START Recorded data
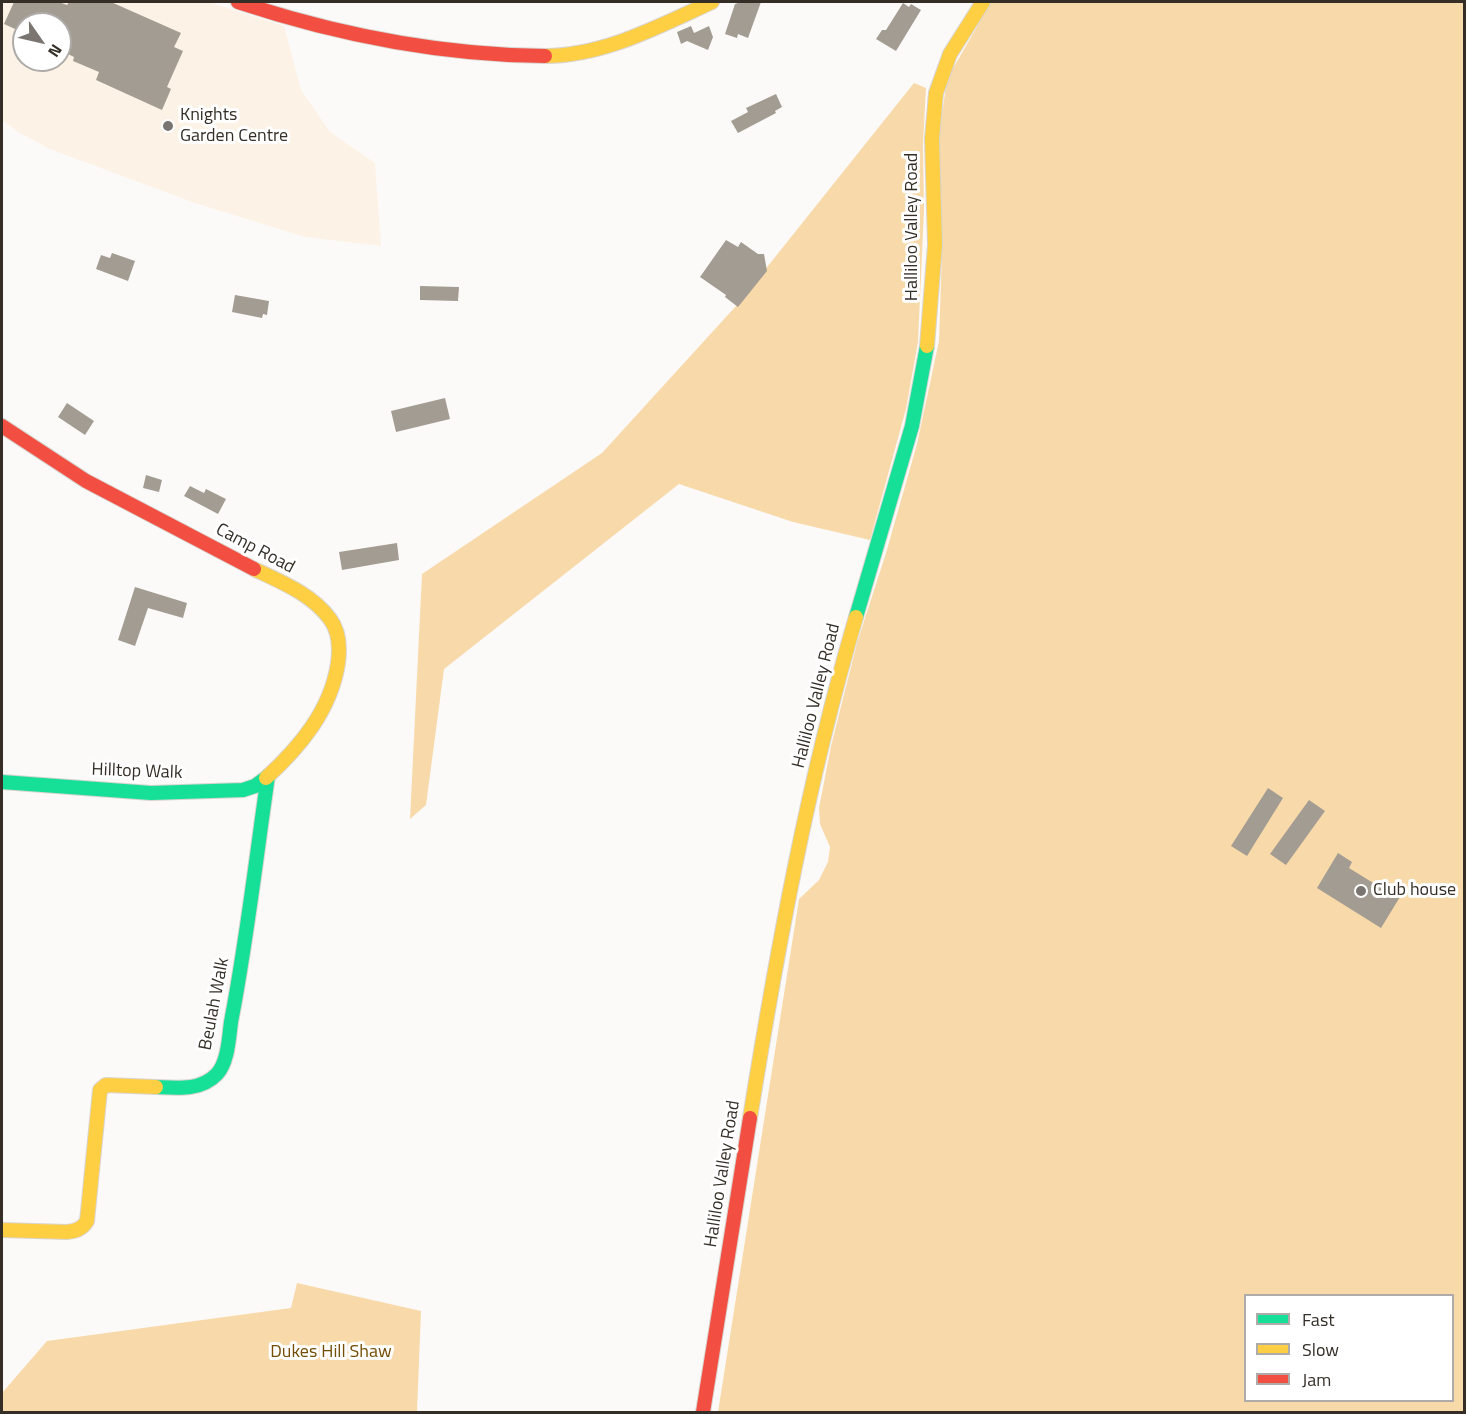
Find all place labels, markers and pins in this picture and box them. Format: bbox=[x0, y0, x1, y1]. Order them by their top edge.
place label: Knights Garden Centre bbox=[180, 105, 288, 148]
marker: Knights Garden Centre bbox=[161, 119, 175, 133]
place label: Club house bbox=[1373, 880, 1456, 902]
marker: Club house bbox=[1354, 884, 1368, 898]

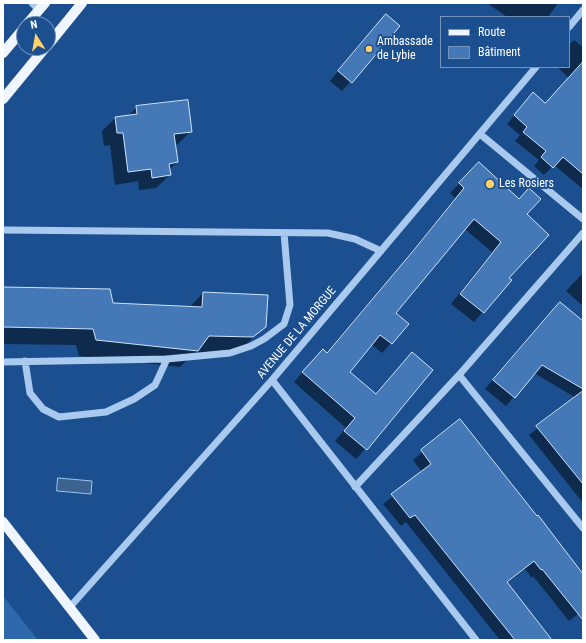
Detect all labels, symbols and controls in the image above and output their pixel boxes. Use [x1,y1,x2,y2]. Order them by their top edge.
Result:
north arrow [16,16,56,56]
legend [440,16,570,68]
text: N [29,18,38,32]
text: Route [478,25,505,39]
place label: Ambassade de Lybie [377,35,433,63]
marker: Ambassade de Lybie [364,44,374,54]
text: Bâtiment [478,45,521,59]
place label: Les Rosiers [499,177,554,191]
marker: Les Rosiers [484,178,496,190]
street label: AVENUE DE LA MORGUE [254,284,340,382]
END Recorded data
- **Assigned task**: A word-for-word restatement of the lines running from the one with "Detect all labels, symbols" to the last line of the records is the whole answer.

- **Solution to this exercise**:
Detect all labels, symbols and controls in the image above and output their pixel boxes. Use [x1,y1,x2,y2]. Order them by their top edge.
Result:
north arrow [16,16,56,56]
legend [440,16,570,68]
text: N [29,18,38,32]
text: Route [478,25,505,39]
place label: Ambassade de Lybie [377,35,433,63]
marker: Ambassade de Lybie [364,44,374,54]
text: Bâtiment [478,45,521,59]
place label: Les Rosiers [499,177,554,191]
marker: Les Rosiers [484,178,496,190]
street label: AVENUE DE LA MORGUE [254,284,340,382]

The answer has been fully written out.